BY SERGEY KADINSKY
Forgotten NY correspondent
SOME years ago, Kevin Walsh visited Haight Street in Flushing, comparing the sights of this obscure two-block road in an industrial corner of the neighborhood, with the scenic Haight Street of San Francisco. Not much has changed architecturally on either of these Haights since 2008. On my visit to the Haight of Flushing, I wanted to know the history of the Home Depot near this street. Such sizable commercial parcels are usually the domains of wholesalers, storage warehouses, and Amazon distribution centers. They have a history that speaks of the city’s past as a manufacturing hub, when things were made here by people who lived here.
Prior to the Home Depot’s first store in Flushing, this eight-acre property was the Taystee Bakery, with 500 unionized workers making dough for the popular bread maker. When the last rolls rolled off the production line in 1992, the workers tried to buy the bakery and launch their own baked goods brand. But Stroehmann, the Pennsylvania-based company that acquired Taystee, instead sold the site to Home Depot. Financial incentives offered by the city were not enticing enough to prevent the outsourcing and layoffs as Taystee went the way of Silvercup, Wonder, and other Queens-based bakeries that departed the borough. Eventually, Stroehmann was devoured by the Bimbo Bakeries, which also owns Thomas, Entenmann’s, Arnold, and other recognizable names. The photo above is from the company’s promotional literature.

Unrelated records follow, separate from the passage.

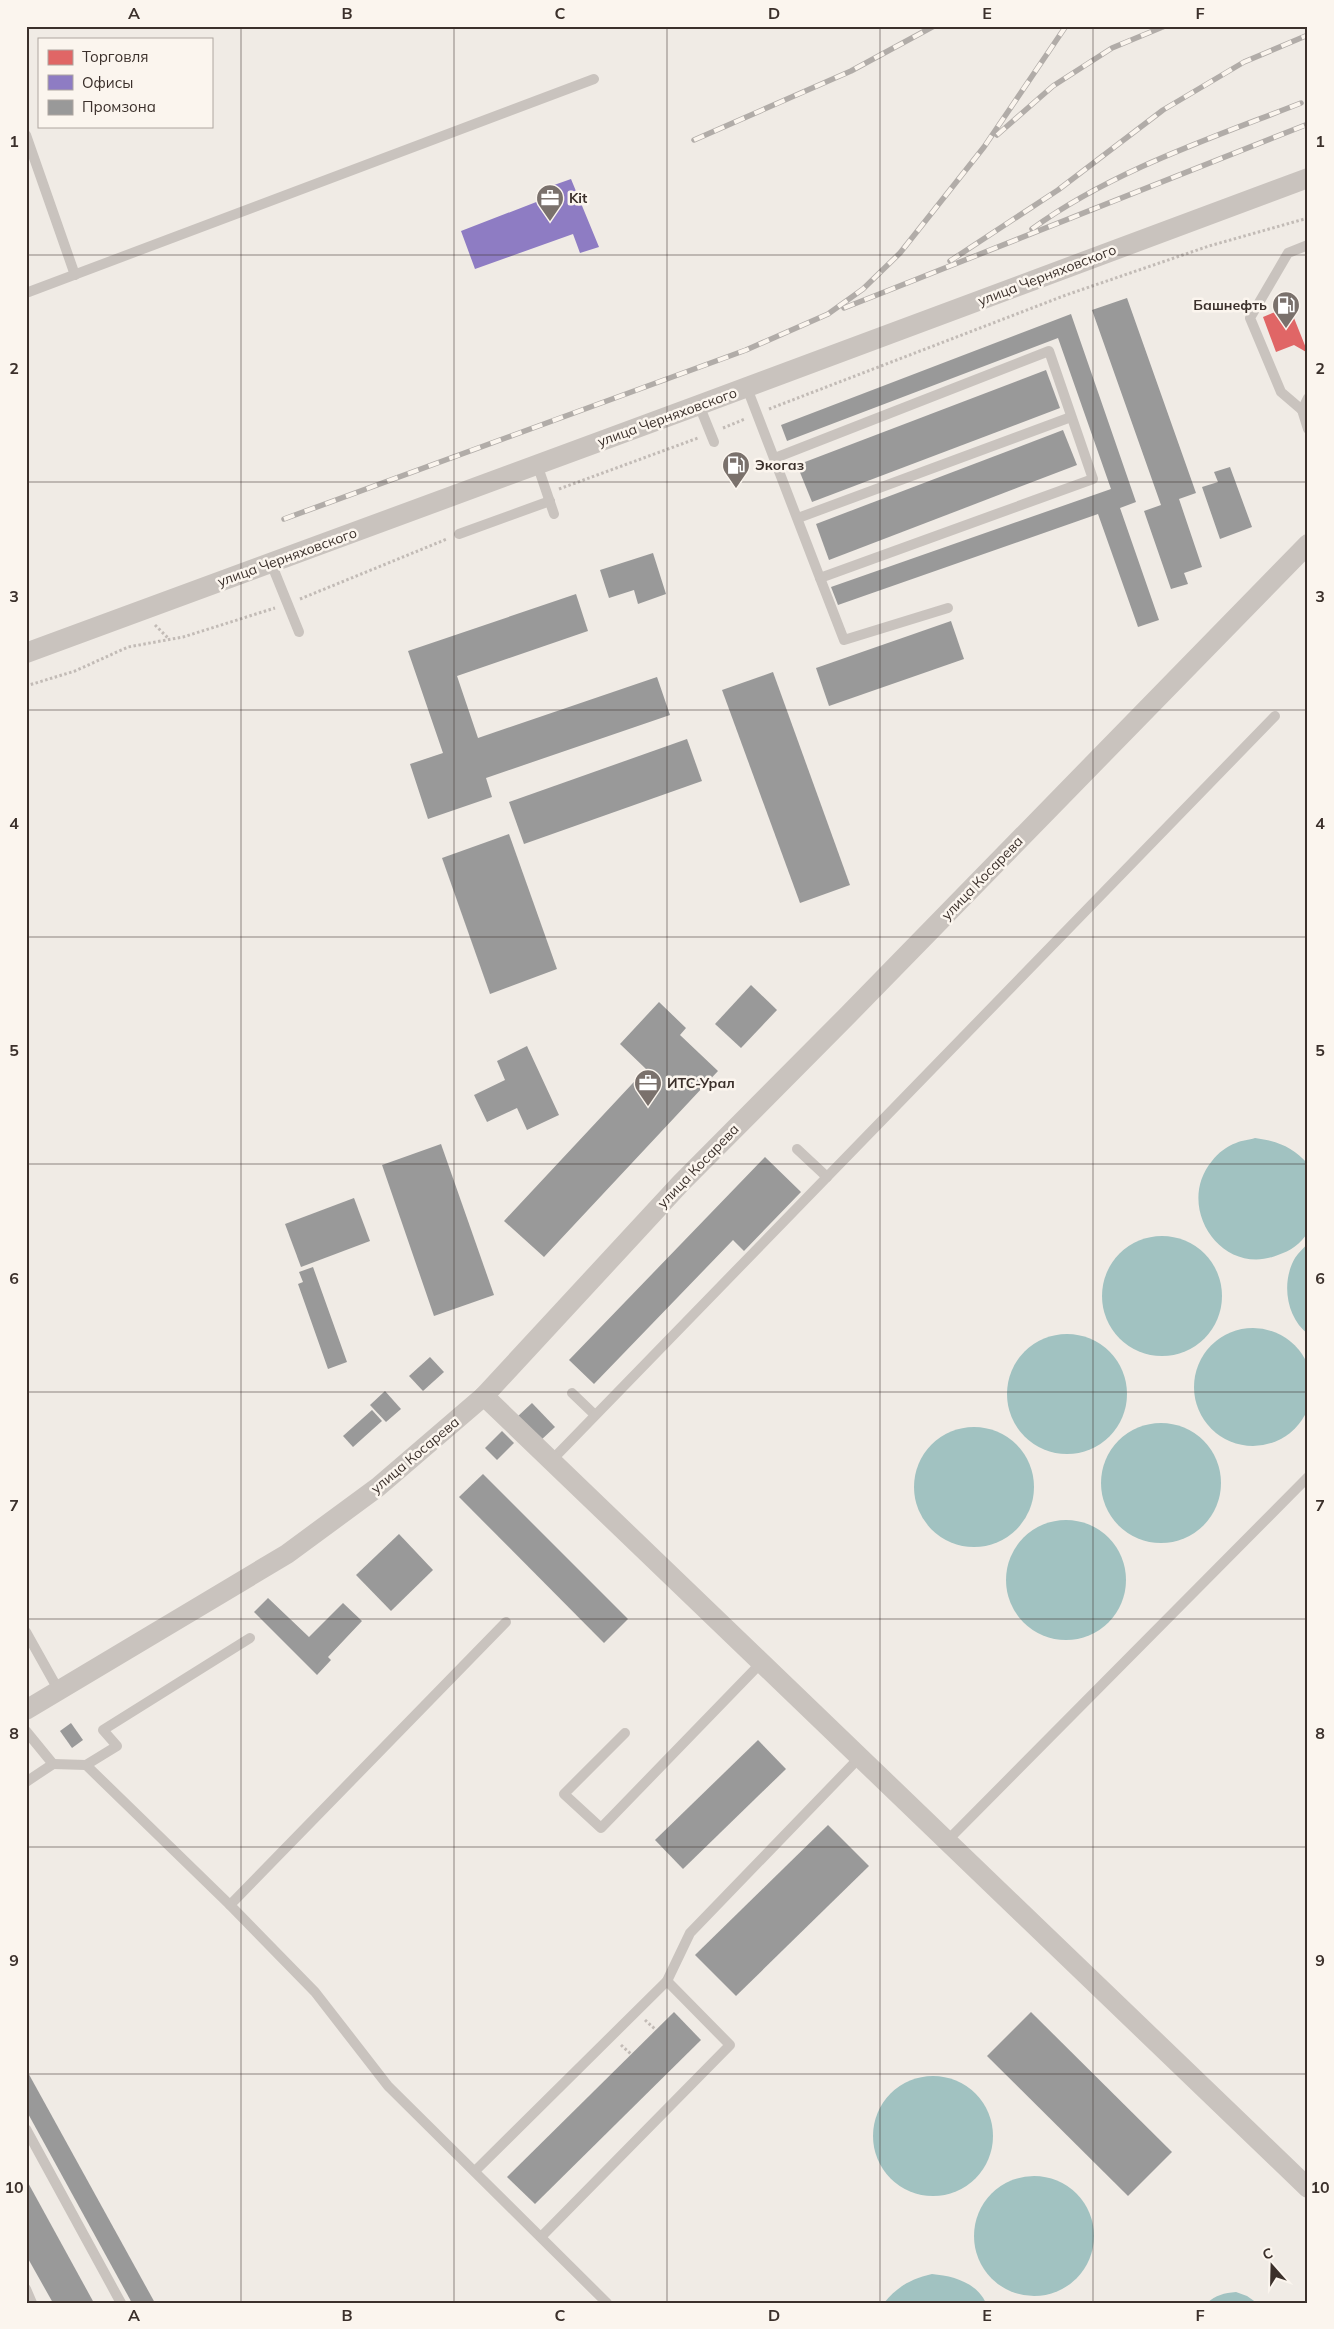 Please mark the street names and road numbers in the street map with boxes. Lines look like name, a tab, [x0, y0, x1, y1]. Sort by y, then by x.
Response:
street label: улица Черняховского	[975, 240, 1119, 310]
street label: улица Черняховского	[595, 383, 739, 451]
street label: улица Черняховского	[215, 523, 359, 591]
street label: улица Косарева	[937, 832, 1027, 924]
street label: улица Косарева	[653, 1120, 743, 1212]
street label: улица Косарева	[367, 1413, 463, 1497]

For a generation of drivers on the Van Wyck Expressway and passengers on airplanes bound for LaGuardia, the Taystee sign was a familiar part of the skyline along with the fragrance of baked goods. Drivers in this century can rely on the Home Depot sign and the big blue Cube smart Storage building as their references on this stretch of the elevated highway.

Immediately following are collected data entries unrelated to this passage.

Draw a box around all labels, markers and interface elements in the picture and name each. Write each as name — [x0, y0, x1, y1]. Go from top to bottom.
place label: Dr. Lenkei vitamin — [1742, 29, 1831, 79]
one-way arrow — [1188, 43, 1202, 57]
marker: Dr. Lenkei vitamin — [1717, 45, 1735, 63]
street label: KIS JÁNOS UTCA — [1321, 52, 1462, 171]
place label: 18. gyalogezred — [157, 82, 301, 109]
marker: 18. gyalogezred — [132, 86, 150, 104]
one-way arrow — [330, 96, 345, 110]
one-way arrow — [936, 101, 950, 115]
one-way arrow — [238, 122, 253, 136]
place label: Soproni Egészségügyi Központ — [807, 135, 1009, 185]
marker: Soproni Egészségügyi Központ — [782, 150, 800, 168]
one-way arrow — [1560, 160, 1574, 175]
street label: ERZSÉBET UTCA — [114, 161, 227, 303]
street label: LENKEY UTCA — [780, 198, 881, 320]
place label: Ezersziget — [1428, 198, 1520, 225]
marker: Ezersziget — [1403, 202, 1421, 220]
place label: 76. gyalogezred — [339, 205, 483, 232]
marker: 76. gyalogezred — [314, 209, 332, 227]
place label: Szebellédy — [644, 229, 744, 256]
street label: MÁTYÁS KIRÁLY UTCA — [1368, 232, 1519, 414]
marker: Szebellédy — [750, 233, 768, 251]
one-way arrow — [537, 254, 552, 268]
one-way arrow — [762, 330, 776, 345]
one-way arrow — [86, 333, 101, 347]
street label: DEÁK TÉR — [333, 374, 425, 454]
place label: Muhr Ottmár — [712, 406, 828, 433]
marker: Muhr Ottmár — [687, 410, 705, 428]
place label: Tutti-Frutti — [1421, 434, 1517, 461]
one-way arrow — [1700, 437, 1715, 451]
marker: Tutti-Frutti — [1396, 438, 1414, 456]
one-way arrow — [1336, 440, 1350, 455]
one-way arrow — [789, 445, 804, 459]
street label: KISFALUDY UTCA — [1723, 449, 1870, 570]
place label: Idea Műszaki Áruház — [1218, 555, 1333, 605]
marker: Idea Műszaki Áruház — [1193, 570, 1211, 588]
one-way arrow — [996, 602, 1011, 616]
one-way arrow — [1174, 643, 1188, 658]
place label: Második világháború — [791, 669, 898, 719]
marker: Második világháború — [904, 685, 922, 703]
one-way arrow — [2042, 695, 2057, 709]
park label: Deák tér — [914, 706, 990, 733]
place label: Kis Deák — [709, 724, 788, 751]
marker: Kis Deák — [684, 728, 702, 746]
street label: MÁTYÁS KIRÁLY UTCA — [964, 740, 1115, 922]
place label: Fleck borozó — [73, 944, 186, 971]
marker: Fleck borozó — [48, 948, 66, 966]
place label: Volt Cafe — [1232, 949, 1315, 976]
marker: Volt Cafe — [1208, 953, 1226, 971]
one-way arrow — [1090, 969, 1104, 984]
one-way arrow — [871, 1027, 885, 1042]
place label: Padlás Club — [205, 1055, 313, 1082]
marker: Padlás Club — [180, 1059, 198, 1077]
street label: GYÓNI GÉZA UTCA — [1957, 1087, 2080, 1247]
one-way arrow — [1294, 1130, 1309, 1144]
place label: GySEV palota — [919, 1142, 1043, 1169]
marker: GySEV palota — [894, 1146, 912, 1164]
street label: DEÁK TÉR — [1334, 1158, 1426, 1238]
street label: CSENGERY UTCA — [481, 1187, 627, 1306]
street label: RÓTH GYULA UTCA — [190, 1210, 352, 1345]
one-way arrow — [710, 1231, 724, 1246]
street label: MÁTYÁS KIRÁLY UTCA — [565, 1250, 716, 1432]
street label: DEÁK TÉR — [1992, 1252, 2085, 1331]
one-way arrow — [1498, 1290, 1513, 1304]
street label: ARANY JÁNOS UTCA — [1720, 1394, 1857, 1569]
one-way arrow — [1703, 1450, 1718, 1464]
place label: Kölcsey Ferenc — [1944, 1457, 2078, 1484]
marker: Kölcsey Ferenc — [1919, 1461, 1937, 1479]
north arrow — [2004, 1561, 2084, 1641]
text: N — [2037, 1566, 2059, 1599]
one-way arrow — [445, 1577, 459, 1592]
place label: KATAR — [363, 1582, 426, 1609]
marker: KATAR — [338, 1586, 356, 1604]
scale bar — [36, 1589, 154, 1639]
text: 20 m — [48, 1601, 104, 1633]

Prior to Taystee, this bakery was owned by A&P, a company better known for its chain of supermarkets which all closed in 2015. When it was built in 1962, it was the largest baking facility of its kind, with a weekly capacity of two million pounds of baked goods. With cheaper competition from other states, its long decline began a decade later until its closing in 1992.
A map of Flushing in 1891 shows that this site has a long history of manufacturing. Zucker & Levett & Loeb had its factory here, producing chemicals, electric plates, and motors. A letter written by the company in 1894 shows its factory and Manhattan headquarters on the letterhead.
[Speaking of letterheads and billheads, see Inconspicuous Consumption’s Paul Lukas’ recent entry. You may have to pay admission to see the whole thing — Ed.]
Further back in 1873, before the first factory was built here, a block to the south of the Home Depot site had homes on Fowler Avenue. Its namesake was Thomas Fowler, a blacksmith who owned land here prior to development. Nicknamed Fowlerville, its location next to the marsh made it less desirable. Most of its homeowners had names such as Kelly, Kehoe, Higgins, and Reidy, which could explain why the nearby stream had the name Ireland Mill Creek. The last single-family home on this block, seen here in 2013, bit the dust in favor of an eight-story apartment building. Prior to the rezoning of Fowler Avenue, an archeological study was conducted in 2010, describing in detail the block’s history.
The 1873 F. W. Beers map shows Fowlerville on the edge of Flushing Meadows with the newly-built Central Line running past it. Haight Street was mapped here as First Street on land owned by Alfred Poppenhusen, son of the famous College Point industrialist. Another track seen here is a thin line indicating the White Line that operated from 1873 to 1876, abandoned as redundant because it ran parallel to the Port Washington Branch.
The most prominent address on Fowler Avenue today is the Al Oerter Recreation Center, built in 2009 as part of the Flushing Bay SCO project, that built a massive stormwater retention tank under the fields on the eastern panhandle of Flushing Meadows. The rec center is named for a four-time gold medal Olympic discus throw champ who was born in Queens. Where houses and small industries stood, Fowler Avenue is now almost entirely lined with post-millennial apartments.
The 1917 Sanborn property survey shows Heinrich Frank Sons & Company having a chicory and substitute coffee operation at this site. The German company established its Flushing facility in 1894, producing two million pounds of this vegetable by 1900. During World War One, it was confiscated by the government and later returned to the company. Frank sold its Flushing factory in 1946 and it later became the Taystee bakery.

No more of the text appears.